(Stored data)
::::::::::

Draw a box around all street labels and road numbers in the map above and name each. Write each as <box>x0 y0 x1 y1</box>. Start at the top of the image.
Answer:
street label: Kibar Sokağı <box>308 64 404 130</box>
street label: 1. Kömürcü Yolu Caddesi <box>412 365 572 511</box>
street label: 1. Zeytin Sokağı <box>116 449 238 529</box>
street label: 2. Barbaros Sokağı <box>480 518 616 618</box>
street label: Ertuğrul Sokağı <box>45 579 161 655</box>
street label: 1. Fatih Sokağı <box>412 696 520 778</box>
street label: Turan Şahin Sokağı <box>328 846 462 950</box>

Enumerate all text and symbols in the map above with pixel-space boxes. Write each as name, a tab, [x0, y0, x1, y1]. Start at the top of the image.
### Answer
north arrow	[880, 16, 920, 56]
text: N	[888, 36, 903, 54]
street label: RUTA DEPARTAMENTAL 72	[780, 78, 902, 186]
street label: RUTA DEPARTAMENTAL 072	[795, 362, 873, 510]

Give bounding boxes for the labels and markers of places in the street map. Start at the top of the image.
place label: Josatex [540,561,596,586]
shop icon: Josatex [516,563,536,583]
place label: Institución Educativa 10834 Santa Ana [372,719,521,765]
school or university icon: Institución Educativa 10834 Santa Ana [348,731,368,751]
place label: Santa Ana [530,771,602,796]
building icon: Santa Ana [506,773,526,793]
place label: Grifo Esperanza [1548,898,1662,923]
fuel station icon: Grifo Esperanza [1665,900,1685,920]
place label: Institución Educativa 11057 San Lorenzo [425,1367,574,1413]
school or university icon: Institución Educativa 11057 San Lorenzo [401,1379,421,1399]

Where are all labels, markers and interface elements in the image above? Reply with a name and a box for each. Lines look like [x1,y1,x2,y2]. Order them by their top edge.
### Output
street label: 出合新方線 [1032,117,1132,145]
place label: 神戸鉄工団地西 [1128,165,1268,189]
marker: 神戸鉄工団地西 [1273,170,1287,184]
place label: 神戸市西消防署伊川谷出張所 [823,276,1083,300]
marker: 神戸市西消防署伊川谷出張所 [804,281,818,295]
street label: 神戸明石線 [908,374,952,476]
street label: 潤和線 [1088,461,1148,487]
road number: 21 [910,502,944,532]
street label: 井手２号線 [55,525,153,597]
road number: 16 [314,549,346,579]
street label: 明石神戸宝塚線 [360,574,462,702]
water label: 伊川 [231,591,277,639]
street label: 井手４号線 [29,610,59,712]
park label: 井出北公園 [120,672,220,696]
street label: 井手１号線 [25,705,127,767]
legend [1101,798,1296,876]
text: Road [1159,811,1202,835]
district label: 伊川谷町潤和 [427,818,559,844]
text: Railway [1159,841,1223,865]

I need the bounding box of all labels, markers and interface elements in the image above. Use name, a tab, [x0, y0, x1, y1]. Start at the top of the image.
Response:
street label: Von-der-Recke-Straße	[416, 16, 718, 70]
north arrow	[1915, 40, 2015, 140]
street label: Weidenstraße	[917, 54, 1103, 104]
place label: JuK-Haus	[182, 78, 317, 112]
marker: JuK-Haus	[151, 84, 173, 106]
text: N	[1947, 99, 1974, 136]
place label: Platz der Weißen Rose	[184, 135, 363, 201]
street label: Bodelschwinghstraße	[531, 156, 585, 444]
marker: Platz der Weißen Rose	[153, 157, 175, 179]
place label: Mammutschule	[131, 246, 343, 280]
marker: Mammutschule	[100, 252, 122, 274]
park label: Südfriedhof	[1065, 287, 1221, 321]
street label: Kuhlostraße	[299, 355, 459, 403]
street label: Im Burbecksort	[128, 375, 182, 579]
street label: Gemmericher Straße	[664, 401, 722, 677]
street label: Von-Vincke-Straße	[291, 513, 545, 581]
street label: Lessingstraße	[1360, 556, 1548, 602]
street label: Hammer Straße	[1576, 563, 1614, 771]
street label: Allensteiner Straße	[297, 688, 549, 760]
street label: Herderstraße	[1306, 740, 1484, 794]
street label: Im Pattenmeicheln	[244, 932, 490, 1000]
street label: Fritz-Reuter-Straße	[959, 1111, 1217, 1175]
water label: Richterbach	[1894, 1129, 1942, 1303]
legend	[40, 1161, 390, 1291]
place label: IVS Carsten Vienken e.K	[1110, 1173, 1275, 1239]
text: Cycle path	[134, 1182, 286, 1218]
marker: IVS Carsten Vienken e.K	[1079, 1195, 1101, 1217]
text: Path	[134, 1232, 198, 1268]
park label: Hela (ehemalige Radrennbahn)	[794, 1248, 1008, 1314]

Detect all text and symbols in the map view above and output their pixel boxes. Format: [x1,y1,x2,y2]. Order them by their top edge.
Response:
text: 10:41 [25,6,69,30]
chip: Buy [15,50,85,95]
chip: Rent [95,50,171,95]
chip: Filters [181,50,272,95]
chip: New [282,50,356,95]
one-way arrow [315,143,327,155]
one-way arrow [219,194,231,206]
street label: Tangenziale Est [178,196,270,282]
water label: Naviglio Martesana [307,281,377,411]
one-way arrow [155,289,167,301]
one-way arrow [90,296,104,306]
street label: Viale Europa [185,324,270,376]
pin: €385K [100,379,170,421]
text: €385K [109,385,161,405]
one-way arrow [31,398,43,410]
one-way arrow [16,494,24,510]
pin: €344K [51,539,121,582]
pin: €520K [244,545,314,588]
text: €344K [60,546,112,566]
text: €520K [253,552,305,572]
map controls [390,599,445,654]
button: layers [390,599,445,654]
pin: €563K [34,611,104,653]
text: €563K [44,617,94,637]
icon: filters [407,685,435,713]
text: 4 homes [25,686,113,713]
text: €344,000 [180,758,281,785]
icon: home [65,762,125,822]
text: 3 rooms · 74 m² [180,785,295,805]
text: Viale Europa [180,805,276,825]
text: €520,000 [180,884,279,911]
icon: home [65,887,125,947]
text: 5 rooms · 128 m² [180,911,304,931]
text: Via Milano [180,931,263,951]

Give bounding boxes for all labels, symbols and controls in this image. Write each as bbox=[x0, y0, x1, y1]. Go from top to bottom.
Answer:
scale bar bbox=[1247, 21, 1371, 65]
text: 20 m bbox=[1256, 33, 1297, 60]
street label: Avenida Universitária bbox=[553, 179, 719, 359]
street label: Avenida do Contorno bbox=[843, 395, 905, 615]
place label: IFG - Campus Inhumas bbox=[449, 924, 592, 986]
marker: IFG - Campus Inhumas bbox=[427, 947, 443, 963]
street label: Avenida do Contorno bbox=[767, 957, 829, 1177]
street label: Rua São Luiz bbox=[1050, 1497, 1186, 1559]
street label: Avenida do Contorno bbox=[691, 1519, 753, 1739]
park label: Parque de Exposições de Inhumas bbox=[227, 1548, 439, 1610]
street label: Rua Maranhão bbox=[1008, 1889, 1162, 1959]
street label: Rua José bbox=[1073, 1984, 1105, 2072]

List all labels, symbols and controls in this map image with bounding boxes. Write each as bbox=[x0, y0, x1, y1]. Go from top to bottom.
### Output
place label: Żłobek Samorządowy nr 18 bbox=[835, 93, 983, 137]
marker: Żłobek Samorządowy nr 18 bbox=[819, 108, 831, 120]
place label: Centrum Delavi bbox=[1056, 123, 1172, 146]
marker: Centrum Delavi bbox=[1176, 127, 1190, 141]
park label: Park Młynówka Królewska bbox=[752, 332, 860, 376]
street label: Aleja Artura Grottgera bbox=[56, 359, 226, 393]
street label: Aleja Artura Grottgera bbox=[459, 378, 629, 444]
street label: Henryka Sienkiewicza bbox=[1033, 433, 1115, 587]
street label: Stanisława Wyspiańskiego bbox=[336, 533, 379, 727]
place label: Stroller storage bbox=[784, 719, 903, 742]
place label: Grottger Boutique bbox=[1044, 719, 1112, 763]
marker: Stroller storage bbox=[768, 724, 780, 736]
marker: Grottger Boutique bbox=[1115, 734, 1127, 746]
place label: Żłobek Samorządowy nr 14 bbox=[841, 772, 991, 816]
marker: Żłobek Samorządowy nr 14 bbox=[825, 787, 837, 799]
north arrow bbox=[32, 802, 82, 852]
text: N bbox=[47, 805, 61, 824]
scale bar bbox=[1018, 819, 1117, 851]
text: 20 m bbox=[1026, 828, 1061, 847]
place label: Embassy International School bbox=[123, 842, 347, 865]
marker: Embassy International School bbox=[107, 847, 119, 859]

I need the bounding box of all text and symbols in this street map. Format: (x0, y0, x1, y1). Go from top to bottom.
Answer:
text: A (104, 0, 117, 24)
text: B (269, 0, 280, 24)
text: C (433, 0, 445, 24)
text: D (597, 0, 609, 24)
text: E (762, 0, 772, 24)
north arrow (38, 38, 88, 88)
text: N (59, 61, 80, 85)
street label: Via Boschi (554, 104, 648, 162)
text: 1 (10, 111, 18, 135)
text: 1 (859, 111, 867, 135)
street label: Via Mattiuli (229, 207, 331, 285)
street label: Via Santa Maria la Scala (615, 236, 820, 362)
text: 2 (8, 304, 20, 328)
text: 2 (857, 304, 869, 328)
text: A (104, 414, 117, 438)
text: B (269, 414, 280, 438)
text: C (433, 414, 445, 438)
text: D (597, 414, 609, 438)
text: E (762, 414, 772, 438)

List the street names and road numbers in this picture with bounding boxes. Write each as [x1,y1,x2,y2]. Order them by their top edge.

::::::::::

◆ What is being asked
Set down only the lines running from the line with "I need the bounding box of all text" to the end of the entries above, both included, exactly as they stand.

◆ Result
I need the bounding box of all text and symbols in this street map. Format: (x0, y0, x1, y1). Go from top to bottom.
Answer:
text: A (104, 0, 117, 24)
text: B (269, 0, 280, 24)
text: C (433, 0, 445, 24)
text: D (597, 0, 609, 24)
text: E (762, 0, 772, 24)
north arrow (38, 38, 88, 88)
text: N (59, 61, 80, 85)
street label: Via Boschi (554, 104, 648, 162)
text: 1 (10, 111, 18, 135)
text: 1 (859, 111, 867, 135)
street label: Via Mattiuli (229, 207, 331, 285)
street label: Via Santa Maria la Scala (615, 236, 820, 362)
text: 2 (8, 304, 20, 328)
text: 2 (857, 304, 869, 328)
text: A (104, 414, 117, 438)
text: B (269, 414, 280, 438)
text: C (433, 414, 445, 438)
text: D (597, 414, 609, 438)
text: E (762, 414, 772, 438)

List the street names and road numbers in this picture with bounding boxes. Write each as [x1,y1,x2,y2]. Order them by their top edge.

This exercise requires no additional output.